Required work:
From the line with "const ctx = document.querySelector('canvas').getContext('2d');" to the line with "function drawText(font, color, halo, rows, align", retype every line exactly, including those two, and leave out the rest of the data below.

BEGIN Input for this task

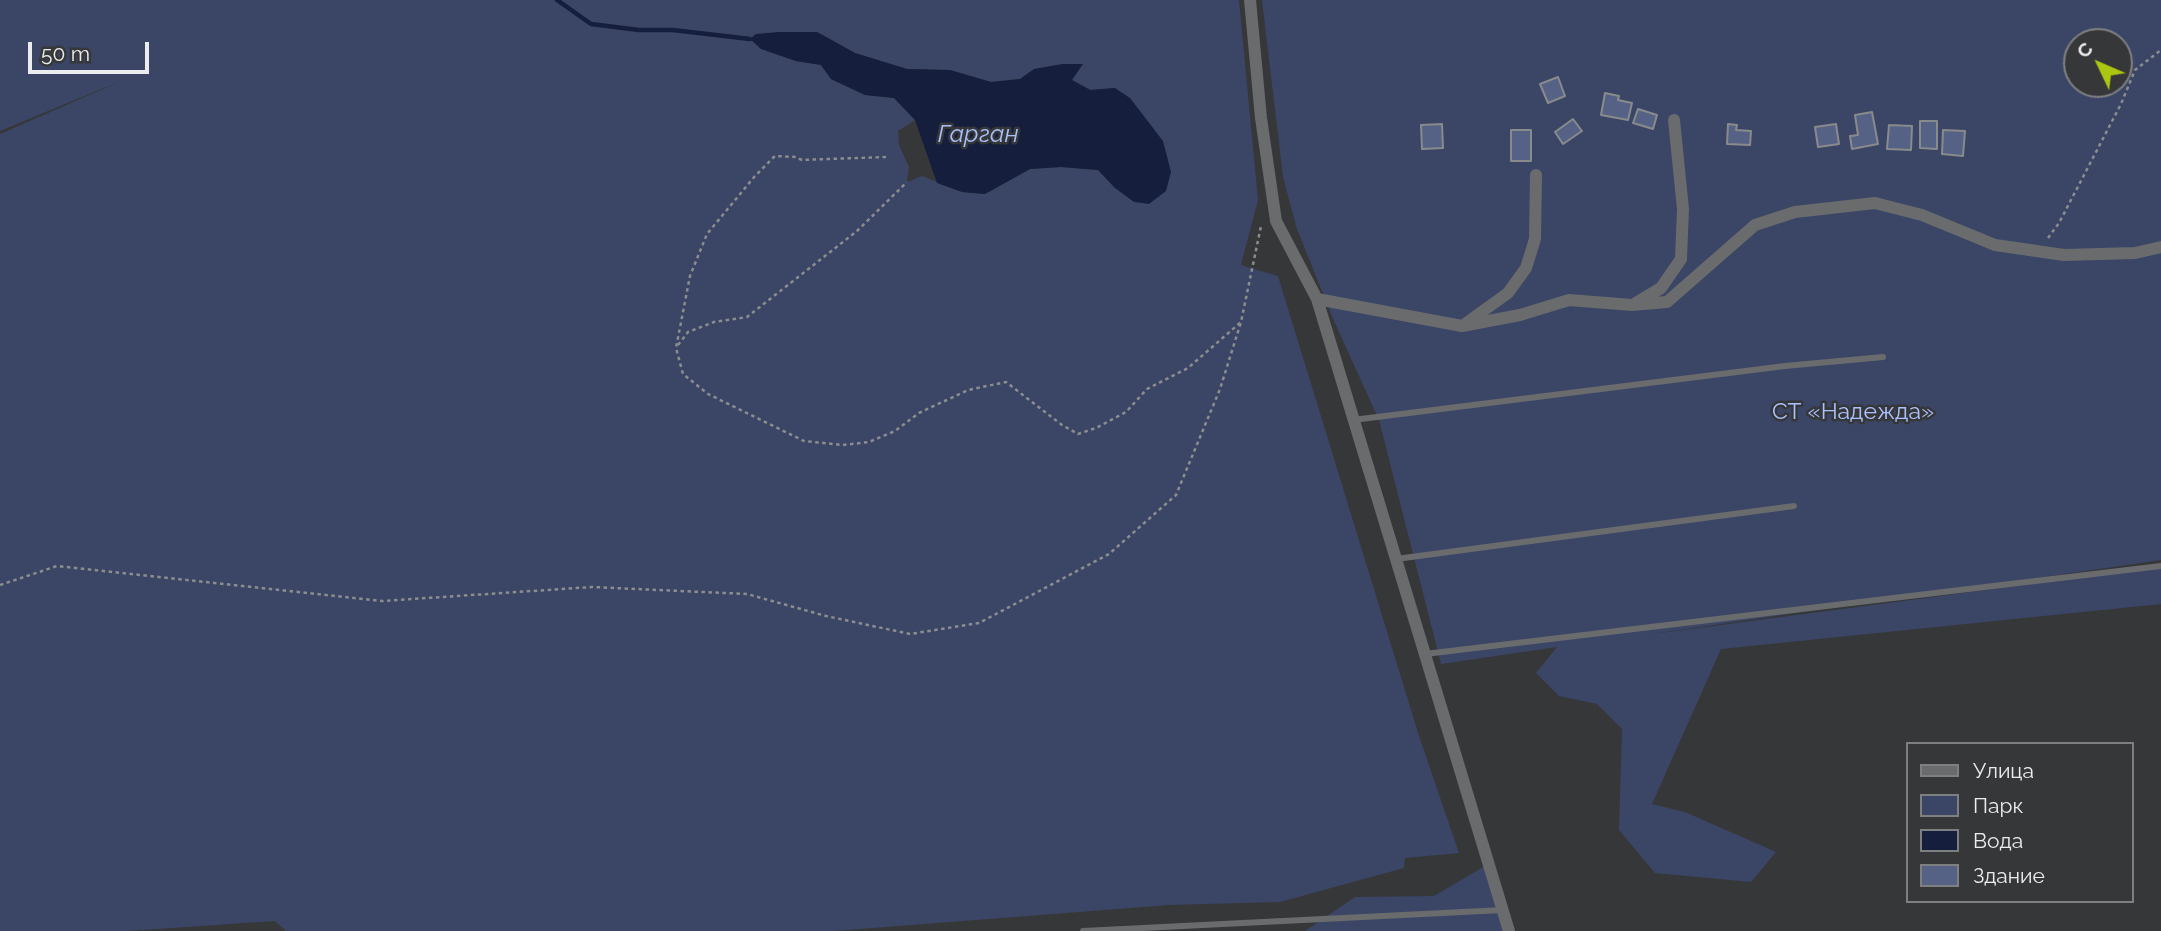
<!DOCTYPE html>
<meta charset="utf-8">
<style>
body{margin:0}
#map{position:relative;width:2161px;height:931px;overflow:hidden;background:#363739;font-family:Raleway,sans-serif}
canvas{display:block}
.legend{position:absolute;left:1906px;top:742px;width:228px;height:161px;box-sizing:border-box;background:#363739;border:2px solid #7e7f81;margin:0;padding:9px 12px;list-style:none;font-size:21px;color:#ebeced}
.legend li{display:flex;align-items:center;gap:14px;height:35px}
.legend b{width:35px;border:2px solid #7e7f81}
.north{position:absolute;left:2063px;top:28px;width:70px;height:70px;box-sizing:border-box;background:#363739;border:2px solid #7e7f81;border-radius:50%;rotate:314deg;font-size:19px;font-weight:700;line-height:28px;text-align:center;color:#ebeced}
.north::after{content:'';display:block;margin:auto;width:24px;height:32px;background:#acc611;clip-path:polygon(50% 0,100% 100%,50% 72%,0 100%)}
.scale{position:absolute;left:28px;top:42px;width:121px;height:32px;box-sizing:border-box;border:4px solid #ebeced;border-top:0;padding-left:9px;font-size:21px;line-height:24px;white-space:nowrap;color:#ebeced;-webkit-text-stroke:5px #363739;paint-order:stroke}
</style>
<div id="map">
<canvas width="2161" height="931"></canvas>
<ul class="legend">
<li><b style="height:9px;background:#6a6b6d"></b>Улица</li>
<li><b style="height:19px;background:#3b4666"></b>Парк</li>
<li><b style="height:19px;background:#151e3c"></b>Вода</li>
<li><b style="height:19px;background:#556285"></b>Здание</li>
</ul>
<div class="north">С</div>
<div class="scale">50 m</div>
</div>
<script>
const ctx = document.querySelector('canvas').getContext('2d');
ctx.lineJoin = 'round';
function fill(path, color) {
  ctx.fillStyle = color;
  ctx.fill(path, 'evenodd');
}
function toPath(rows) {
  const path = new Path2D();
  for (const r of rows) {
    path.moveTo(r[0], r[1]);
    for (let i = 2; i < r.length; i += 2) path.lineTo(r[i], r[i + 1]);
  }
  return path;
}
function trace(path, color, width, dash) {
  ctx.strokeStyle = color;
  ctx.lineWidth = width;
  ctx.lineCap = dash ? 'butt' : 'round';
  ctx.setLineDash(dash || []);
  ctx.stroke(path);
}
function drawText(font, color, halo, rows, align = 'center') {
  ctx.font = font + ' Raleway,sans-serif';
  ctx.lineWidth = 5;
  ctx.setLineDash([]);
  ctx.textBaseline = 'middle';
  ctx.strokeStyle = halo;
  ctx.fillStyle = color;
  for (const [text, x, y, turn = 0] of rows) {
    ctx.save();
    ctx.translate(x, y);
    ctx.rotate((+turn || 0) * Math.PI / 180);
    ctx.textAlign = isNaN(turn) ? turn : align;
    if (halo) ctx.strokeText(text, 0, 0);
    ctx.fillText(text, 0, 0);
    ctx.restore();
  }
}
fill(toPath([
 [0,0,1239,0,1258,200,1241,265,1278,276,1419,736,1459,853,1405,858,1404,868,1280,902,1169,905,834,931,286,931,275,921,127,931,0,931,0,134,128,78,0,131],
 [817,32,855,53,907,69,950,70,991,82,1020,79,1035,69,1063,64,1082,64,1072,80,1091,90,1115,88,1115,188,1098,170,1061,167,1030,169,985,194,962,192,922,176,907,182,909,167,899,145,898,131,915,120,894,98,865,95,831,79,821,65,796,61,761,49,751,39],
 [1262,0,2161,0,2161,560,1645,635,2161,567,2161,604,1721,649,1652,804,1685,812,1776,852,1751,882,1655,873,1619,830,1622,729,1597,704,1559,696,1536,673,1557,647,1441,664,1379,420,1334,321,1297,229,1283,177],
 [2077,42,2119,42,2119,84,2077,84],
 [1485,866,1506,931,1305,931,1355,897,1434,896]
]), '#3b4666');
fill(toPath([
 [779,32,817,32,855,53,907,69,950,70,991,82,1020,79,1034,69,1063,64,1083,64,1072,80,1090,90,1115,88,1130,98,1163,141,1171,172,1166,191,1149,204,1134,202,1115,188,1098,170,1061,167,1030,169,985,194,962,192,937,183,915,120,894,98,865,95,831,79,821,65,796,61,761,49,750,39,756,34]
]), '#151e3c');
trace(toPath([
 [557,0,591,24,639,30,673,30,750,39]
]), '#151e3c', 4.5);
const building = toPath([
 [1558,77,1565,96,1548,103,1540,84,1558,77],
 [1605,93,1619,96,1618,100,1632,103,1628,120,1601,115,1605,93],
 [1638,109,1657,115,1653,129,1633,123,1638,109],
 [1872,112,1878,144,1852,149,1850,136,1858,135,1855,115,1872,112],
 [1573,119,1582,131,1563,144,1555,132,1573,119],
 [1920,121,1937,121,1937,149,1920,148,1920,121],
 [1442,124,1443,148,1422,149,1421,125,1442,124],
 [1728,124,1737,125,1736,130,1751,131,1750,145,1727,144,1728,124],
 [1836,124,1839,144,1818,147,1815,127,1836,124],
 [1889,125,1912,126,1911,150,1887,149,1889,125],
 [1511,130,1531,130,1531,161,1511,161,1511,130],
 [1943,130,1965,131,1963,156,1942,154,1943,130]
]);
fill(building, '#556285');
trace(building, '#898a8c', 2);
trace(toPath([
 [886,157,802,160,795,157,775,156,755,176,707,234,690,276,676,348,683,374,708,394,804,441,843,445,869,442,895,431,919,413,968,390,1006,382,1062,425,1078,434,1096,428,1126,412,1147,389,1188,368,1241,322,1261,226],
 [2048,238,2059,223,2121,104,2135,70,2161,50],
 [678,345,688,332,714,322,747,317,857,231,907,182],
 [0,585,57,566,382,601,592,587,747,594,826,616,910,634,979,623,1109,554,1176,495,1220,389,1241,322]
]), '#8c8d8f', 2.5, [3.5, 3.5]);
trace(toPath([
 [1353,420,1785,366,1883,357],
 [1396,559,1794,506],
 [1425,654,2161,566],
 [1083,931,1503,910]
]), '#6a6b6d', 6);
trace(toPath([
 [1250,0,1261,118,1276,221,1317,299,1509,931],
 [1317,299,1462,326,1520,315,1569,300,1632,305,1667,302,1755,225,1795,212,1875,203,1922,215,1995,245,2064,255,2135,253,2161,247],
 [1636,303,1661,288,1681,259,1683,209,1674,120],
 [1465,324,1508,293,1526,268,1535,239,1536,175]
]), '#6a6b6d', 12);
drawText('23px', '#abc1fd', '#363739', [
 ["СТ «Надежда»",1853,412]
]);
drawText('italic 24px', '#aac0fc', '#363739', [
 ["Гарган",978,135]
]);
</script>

END Input for this task

Task result:
const ctx = document.querySelector('canvas').getContext('2d');
ctx.lineJoin = 'round';
function fill(path, color) {
  ctx.fillStyle = color;
  ctx.fill(path, 'evenodd');
}
function toPath(rows) {
  const path = new Path2D();
  for (const r of rows) {
    path.moveTo(r[0], r[1]);
    for (let i = 2; i < r.length; i += 2) path.lineTo(r[i], r[i + 1]);
  }
  return path;
}
function trace(path, color, width, dash) {
  ctx.strokeStyle = color;
  ctx.lineWidth = width;
  ctx.lineCap = dash ? 'butt' : 'round';
  ctx.setLineDash(dash || []);
  ctx.stroke(path);
}
function drawText(font, color, halo, rows, align = 'center') {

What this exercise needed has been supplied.